What needs to be done: The response must contain every line from the records below that has "canvas".

Information supplied:
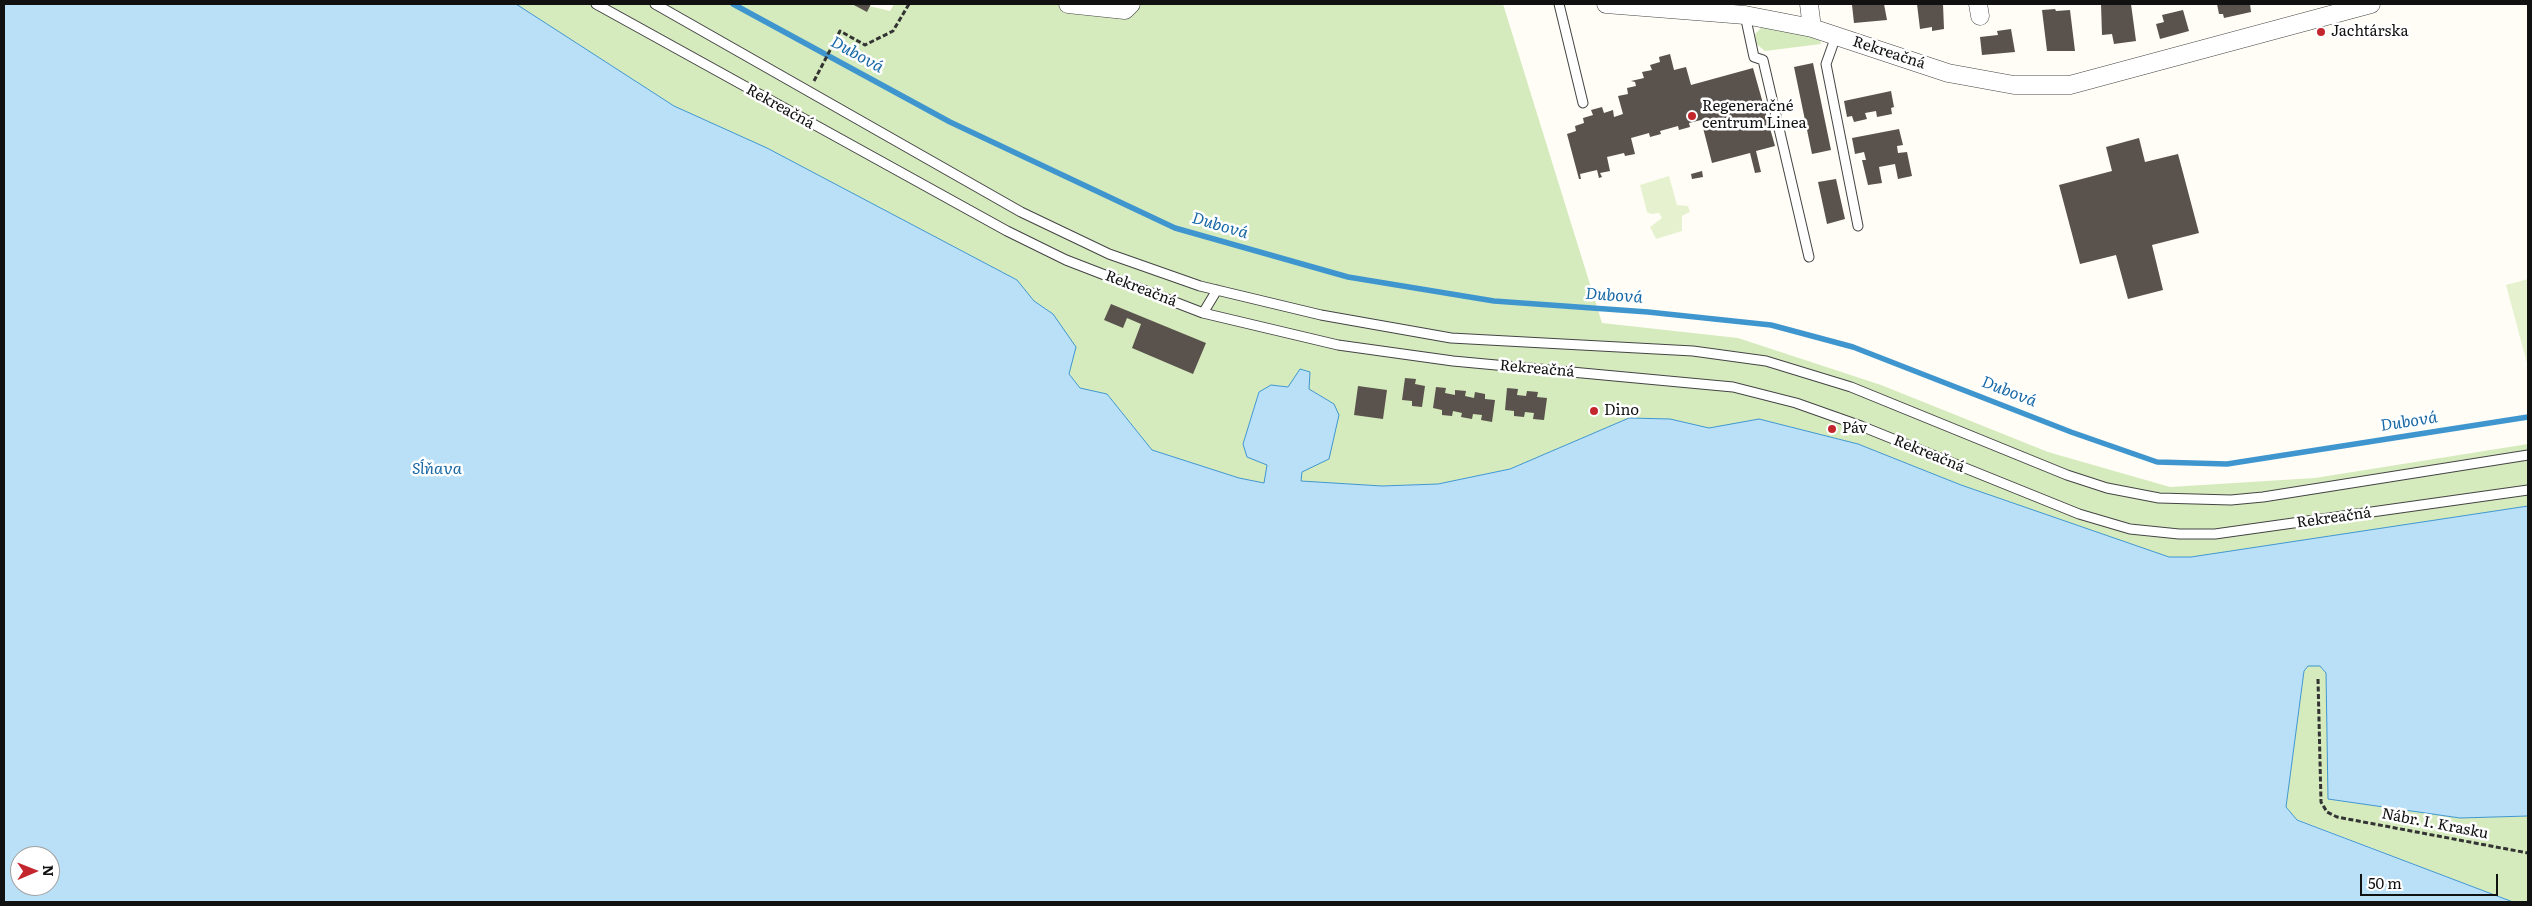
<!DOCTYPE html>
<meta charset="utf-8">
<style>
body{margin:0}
#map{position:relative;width:2532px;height:906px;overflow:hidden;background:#fffdf5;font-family:Literata,serif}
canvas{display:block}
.frame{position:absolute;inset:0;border:5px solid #111;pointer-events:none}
.north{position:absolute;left:10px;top:846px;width:50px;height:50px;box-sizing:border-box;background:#fff;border:1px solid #a0a0a0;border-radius:50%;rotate:89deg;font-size:14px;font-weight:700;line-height:20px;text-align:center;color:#111}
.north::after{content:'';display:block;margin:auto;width:18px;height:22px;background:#c4262e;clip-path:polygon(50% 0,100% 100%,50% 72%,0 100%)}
.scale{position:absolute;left:2360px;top:874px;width:138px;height:22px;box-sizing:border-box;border:2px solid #111;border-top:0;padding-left:6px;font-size:15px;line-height:18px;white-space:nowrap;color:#111;-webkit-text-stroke:4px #fff;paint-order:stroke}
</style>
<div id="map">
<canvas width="2532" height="906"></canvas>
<div class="frame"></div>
<div class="north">N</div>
<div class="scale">50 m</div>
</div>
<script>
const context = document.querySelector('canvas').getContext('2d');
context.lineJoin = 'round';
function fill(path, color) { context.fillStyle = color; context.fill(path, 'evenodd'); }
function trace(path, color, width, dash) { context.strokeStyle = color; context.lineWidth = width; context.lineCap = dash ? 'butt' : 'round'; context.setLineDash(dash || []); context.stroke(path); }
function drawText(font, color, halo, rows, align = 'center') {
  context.font = font + ' Literata,serif'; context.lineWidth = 5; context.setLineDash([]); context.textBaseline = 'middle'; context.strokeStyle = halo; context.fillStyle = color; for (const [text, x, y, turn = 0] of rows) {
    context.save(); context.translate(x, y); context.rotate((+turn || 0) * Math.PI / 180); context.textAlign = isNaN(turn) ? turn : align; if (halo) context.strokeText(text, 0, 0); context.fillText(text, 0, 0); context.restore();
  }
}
fill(new Path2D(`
 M516,4h345l29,7 4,-7h609l99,319 136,15 143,47 167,67 122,35 145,-9 213,-34v62l-337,51h-22l-208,-72 -103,-41 -99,-25 -50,9 -39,-9 -41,-1 -119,51 -72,15 -56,2 -81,-5 1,-9 32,-68 -25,-15 -38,-4 -12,7 -16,52 25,21 -4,18 -25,-5 -87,-28 -45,-56 -27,-6 -11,-14 -16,-60 -19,-13 -17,-21 -250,-132 -93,-42z
 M1766,23l53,14 2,7 -56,7 -10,-8 -1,-8z
 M2308,666h12l6,7 2,126 132,19 68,-2v86h-15l-217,-83 -10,-12 18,-136z`), '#d5ebbd');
fill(new Path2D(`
 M1669,176l8,29 11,1 2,6 -8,4v15l-26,8 -6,-12 12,-9 -3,-5 -8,1 -4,-2 -7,-27z
 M2528,279v88l-22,-82z`), '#e6f2cf');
const water = new Path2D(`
 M4,4h512l158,102 93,42 250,132 17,21 19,13 23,33 -7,27 11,14 27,6 45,56 87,28 25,5 3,-18 -20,-8 -4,-13 16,-52 12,-7 17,2 12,-18 10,3 -1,17 25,15 5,11 -10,44 -27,13 -1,9 81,5 56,-2 72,-15 119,-51 41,1 39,9 50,-9 99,25 103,41 208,72h22l337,-51v310l-68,2 -132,-19 -2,-126 -6,-7h-12l-4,5 -18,136 11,13 216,82h-2509zM20,856h30v30h-30z`);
fill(water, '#b9e0f7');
trace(water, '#3f96cf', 1);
trace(new Path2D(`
 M733,4l217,118 225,106 173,49 146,24 154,11 123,13 82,22 218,85 86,30 70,2 301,-47`), '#3f96cf', 5.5);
fill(new Path2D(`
 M852,4h19l-4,8z
 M1865,4h19l3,16 -33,3 -2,-18z
 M1917,4h26l1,25 -12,2v-4l-12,2z
 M2101,4h30l5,37 -22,3 -2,-10 -10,1z
 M2217,4h33l1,8 -27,6 -1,-4h-4z
 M2055,9l1,2 14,-1 5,41h-28l-5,-41z
 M2183,10l6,21 -29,8 -4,-15 8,-2 -2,-7z
 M2011,29l4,23 -33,3 -2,-18 18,-2 -1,-4z
 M1670,54l4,16 12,-3 5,18 62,-17 22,78 -19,5 5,21 -6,1 -5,-20 -38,10 -11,-43 -12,3 1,4 -11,3 -1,-4 -18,5 1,3 -11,3 -1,-4 -18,5 4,16 -10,2 -1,-3 -17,4 3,14 -10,2 2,4 -3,1 -2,-8 -17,4 1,5h-2l-12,-45 9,-3 -1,-5 9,-3 -1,-5 10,-3 -2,-5 11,-3 2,6 9,-3 1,7 9,-3 -5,-18 10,-2 -1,-6 9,-2 -1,-4 -4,-1 13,-3 -2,-6 10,-2 -2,-5 10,-3 -1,-5z
 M1813,63l18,87 -19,4 -18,-87z
 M1891,91l3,16 -3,1 1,6 -15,3 -1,-6 -11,2 2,6 -13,3 -2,-6 -5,1 -3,-16z
 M1899,129l4,16 -6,1 1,7 9,-1 5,24 -14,3 -3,-15 -16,3 3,16 -14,2 -6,-25h4l-2,-8 -9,2 -3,-16z
 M2139,138l6,24 33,-8 21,79 -47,12 11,45 -35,9 -12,-44 -36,9 -21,-79 53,-14 -6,-24z
 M1702,171l1,6 -11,2 -1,-5z
 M1836,179l9,40 -18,5 -9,-42z
 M1111,304l95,39 -13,31 -61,-26 9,-24 -14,-6 -4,10 -19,-8z
 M1405,378l11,1 -1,5 10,2 -3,21 -10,-1v-5l-10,-1z
 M1358,386l29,4 -4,29 -29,-4z
 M1436,387l10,1 -1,5 10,2v-5l11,1 -1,5 9,2 1,-6 10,2v5l10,1 -3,22 -11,-2 1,-5 -9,-1 -1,5 -11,-2 1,-4 -9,-2 -1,5 -10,-1v-5l-9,-2z
 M1507,388l11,1 -1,6 9,1 1,-5 11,1 -1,5 10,1 -3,22 -11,-1 1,-6 -9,-1 -1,5 -10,-1v-5l-9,-1z`), '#5a524d');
const service = new Path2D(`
 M596,4l411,227 59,29 137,53 135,32 115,16 280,26 63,16 65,23 218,88 51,15 49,5h36l313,-44
 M655,4l366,208 88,42 91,32 121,29 130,23 242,13 73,10 85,26 216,88 40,13 52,10 72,2 32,-3 265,-42
 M1559,4l24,99
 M1745,15l9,42 9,3 46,197
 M1836,36l-10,28 32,162
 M1203,313l14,-23`);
const minor = new Path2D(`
 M1068,4l57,6 6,-6
 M1606,4l139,11 67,13 136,45 66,12h56l301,-81
 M1809,4l3,24
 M1978,4l2,12`);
trace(service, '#444', 11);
trace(minor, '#444', 19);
trace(new Path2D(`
 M814,81l26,-50 25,14 28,-14 16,-27
 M2318,679l3,123 6,10 10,5 191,36`), '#333', 3, [5, 2.5]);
trace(service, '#fff', 9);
trace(minor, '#fff', 18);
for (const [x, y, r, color] of [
 [2321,32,5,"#c4262e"],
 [1692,116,5,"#c4262e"],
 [1594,411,5,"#c4262e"],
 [1832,429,5,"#c4262e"]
]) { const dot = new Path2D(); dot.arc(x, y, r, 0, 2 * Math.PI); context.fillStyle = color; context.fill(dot); trace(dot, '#fff', 2); }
drawText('15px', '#111', '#fff', [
 ["Jachtárska",2331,32],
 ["Regeneračné",1702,107],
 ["centrum Linea",1702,124],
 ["Dino",1604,411],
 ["Páv",1842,429]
], 'left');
drawText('15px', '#111', '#fff', [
 ["Rekreačná",1889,53,18],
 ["Rekreačná",780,107,29],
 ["Rekreačná",1141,289,21],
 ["Rekreačná",1537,369,5],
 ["Rekreačná",1929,454,22],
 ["Rekreačná",2334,518,-8],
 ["Nábr. I. Krasku",2435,824,11]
]);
drawText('italic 16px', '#1768a6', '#fff', [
 ["Dubová",857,55,29],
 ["Dubová",1220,226,16],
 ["Dubová",1614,296,4],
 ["Dubová",2009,392,21],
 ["Dubová",2409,422,-9],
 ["Sĺňava",437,469]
]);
</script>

Response area:
canvas{display:block}
<canvas width="2532" height="906"></canvas>
const context = document.querySelector('canvas').getContext('2d');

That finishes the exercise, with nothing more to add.